Task directions
Identify every line in the records below that contains the word "roads", and copy each of those lines.

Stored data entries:
··········

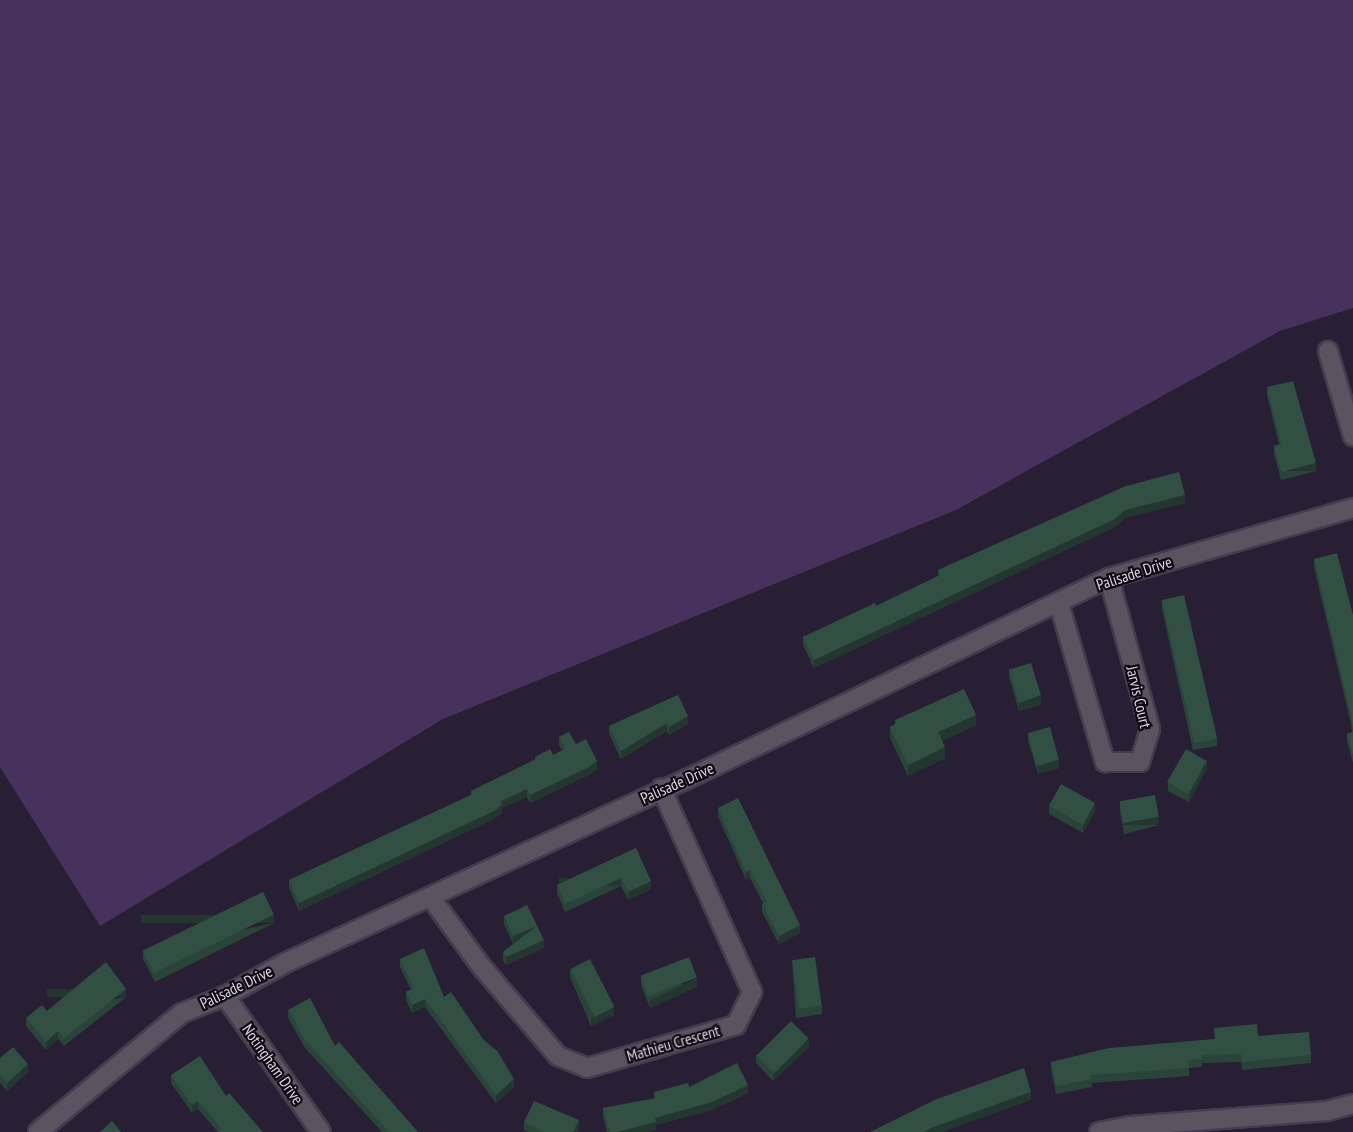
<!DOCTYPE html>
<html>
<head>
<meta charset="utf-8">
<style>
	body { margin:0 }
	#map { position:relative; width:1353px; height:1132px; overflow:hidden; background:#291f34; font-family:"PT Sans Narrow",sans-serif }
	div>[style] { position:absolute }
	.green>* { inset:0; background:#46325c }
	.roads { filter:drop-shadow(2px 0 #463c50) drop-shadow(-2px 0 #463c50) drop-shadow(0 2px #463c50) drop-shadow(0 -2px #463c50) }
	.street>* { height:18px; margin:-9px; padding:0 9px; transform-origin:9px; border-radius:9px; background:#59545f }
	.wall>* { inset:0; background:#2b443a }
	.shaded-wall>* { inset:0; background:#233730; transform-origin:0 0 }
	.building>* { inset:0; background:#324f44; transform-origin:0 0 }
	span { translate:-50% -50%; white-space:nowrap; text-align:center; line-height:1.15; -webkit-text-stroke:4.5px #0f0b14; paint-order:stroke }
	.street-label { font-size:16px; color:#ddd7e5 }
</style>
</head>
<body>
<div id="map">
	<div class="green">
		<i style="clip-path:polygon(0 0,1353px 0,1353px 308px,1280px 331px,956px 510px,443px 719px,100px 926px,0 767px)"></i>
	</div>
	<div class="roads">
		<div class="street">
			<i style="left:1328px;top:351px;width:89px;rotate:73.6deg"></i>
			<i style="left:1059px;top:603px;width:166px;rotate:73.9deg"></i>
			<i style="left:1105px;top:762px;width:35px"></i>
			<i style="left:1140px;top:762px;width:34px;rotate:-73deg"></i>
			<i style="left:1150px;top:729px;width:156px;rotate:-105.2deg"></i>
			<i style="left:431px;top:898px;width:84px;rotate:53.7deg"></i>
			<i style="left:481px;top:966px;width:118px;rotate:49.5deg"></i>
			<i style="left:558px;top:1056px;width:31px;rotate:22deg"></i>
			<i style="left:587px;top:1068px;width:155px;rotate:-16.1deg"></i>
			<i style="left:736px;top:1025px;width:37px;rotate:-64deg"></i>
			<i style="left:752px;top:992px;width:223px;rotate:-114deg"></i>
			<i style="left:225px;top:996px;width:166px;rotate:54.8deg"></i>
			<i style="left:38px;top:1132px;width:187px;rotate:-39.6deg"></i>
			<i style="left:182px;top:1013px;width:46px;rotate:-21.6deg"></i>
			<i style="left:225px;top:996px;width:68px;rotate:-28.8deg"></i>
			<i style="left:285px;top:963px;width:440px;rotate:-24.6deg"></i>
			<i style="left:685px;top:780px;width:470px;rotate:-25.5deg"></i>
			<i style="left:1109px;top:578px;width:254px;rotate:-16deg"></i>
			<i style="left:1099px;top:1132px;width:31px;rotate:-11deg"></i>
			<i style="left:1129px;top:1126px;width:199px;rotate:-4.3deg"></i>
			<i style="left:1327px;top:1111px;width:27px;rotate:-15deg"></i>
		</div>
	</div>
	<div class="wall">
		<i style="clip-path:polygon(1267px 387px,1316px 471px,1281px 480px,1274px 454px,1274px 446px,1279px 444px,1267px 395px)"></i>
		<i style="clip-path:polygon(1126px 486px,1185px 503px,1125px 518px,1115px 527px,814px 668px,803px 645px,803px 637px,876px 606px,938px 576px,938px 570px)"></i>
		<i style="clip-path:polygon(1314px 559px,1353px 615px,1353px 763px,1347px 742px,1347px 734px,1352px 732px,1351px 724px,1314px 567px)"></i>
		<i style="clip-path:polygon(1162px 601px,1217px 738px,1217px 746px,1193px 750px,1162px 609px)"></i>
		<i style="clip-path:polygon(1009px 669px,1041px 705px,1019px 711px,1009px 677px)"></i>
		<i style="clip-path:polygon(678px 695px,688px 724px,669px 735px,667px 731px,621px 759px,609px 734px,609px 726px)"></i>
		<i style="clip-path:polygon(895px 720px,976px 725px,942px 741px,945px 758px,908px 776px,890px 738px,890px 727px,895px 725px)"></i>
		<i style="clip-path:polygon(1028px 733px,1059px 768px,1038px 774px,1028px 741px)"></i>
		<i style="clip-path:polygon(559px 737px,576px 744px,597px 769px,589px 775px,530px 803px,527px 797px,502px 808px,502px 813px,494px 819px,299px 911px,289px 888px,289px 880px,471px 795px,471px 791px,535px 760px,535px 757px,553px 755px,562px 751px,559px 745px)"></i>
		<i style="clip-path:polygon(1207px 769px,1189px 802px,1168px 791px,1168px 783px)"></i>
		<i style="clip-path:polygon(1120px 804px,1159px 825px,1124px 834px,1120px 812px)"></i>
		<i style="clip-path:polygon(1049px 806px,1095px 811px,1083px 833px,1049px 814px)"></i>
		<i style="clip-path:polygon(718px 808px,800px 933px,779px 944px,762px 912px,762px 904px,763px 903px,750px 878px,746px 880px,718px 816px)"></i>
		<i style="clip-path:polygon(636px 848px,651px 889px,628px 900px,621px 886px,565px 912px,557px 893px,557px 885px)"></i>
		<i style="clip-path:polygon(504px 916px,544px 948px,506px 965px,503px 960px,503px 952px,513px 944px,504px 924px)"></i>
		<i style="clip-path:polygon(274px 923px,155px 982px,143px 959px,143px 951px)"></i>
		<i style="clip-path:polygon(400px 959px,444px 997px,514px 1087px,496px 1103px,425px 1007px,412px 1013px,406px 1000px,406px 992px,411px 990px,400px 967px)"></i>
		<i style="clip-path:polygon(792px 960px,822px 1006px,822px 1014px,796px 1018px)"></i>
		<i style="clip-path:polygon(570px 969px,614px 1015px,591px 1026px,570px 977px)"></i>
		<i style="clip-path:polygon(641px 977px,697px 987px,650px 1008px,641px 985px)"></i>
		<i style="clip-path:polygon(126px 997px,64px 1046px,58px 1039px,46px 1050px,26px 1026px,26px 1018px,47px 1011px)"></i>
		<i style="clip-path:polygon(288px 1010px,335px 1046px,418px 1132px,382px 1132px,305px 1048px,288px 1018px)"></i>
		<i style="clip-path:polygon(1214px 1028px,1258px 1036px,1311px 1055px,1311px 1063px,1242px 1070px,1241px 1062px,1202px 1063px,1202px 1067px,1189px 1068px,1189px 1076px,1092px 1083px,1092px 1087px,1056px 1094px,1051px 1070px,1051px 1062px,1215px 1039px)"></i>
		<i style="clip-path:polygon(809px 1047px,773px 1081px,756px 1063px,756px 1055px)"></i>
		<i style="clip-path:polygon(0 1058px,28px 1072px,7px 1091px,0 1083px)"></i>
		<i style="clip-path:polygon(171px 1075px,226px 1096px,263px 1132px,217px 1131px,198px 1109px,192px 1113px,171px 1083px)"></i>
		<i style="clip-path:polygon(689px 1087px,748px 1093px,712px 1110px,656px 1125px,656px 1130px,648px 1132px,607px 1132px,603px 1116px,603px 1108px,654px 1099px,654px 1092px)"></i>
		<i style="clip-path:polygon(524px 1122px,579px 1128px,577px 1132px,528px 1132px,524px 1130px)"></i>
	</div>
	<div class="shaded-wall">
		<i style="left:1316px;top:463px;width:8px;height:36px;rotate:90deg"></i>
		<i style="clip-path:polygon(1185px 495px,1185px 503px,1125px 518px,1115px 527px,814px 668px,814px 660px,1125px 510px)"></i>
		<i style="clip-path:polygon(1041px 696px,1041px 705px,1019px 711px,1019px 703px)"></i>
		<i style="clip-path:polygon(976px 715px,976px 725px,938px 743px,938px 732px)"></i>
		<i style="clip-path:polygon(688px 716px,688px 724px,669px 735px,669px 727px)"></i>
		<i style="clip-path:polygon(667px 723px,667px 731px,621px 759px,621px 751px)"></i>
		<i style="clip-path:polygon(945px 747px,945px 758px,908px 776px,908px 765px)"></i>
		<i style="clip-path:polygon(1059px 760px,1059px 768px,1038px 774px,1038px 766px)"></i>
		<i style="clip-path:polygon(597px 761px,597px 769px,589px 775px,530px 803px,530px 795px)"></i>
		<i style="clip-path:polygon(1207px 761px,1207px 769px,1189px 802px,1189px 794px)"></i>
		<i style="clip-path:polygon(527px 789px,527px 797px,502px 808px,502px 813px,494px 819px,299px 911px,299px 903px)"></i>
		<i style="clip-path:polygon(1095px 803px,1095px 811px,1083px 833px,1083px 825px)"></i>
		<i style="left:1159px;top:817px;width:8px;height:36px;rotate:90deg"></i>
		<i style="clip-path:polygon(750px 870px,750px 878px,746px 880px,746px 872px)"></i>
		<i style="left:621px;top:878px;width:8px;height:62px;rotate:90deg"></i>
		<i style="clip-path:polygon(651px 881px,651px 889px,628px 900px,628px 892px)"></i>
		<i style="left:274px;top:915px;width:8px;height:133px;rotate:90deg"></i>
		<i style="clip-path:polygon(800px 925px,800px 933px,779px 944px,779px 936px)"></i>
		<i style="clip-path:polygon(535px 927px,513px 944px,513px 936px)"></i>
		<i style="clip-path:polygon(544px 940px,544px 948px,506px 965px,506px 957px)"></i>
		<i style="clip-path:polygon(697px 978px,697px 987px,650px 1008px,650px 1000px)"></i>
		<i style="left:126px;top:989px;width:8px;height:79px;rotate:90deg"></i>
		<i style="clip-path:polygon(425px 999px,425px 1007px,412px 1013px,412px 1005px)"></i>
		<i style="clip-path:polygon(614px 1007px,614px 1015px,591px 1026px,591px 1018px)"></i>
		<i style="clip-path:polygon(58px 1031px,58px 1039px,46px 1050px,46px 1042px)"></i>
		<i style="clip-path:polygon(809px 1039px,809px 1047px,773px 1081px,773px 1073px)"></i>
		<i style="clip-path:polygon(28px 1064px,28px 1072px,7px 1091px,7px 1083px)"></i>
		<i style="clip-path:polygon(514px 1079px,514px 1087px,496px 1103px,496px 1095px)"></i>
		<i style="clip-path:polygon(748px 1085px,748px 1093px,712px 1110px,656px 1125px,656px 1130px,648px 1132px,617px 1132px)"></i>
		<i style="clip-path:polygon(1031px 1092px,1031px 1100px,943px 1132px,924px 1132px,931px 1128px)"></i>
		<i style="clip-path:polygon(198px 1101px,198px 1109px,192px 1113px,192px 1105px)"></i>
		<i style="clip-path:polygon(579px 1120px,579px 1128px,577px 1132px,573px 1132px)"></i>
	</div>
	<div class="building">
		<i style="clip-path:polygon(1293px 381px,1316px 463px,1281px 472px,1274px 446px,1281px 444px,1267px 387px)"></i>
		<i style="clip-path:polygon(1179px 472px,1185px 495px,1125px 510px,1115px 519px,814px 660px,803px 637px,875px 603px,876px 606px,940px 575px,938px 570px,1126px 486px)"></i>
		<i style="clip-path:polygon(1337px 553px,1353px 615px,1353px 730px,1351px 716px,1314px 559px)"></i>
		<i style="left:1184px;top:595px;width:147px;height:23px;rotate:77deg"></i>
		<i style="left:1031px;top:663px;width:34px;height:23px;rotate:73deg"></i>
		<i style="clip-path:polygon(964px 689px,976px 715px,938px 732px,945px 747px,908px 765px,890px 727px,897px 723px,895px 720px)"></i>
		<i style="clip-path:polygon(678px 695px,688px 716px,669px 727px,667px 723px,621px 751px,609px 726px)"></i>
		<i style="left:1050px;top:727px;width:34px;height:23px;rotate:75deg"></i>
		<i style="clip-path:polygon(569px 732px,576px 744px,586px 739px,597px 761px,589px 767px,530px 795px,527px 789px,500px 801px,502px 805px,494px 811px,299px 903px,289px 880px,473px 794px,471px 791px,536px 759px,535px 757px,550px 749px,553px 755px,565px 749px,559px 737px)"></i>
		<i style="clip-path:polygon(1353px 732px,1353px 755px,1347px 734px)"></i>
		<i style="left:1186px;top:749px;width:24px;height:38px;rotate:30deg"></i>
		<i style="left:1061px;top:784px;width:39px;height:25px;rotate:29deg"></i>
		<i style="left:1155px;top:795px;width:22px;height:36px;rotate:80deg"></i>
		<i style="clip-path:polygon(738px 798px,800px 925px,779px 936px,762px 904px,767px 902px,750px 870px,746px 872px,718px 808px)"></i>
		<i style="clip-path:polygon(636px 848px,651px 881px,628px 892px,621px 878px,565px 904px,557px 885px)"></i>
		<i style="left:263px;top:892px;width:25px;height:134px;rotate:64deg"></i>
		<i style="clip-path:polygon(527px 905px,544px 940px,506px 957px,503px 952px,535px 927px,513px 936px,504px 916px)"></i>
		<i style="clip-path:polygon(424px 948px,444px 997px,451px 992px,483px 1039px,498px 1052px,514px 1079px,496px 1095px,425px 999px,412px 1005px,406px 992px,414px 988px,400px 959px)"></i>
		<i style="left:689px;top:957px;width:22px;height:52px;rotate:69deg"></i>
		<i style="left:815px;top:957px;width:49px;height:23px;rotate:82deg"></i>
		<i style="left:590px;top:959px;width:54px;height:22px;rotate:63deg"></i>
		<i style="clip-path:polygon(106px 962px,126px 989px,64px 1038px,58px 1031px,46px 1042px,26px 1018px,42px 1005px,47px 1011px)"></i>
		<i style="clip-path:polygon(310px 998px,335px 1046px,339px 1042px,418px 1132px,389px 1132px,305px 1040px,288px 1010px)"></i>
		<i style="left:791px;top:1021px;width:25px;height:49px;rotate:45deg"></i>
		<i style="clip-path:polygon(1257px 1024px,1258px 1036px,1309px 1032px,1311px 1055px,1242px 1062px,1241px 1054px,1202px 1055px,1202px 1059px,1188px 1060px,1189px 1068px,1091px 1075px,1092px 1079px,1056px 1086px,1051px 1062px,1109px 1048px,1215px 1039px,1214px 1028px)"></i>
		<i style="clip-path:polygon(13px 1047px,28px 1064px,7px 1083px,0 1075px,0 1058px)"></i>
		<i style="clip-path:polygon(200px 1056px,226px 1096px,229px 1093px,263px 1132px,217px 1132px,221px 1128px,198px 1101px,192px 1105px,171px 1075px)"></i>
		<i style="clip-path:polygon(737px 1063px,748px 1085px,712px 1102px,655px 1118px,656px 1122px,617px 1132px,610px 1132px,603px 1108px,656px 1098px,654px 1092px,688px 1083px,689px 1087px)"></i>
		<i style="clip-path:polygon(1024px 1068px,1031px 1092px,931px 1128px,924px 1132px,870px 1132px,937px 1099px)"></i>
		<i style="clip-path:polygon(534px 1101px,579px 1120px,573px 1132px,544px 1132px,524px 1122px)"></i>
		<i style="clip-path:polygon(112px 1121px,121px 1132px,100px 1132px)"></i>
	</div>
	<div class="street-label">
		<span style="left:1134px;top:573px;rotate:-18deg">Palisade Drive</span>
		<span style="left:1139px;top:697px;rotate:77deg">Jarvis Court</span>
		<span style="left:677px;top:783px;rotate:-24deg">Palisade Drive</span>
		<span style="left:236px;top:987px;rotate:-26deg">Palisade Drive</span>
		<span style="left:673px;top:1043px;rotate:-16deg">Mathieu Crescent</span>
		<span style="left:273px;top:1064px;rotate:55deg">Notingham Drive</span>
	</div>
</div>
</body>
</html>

··········

Solution to the exercise
	.roads { filter:drop-shadow(2px 0 #463c50) drop-shadow(-2px 0 #463c50) drop-shadow(0 2px #463c50) drop-shadow(0 -2px #463c50) }
	<div class="roads">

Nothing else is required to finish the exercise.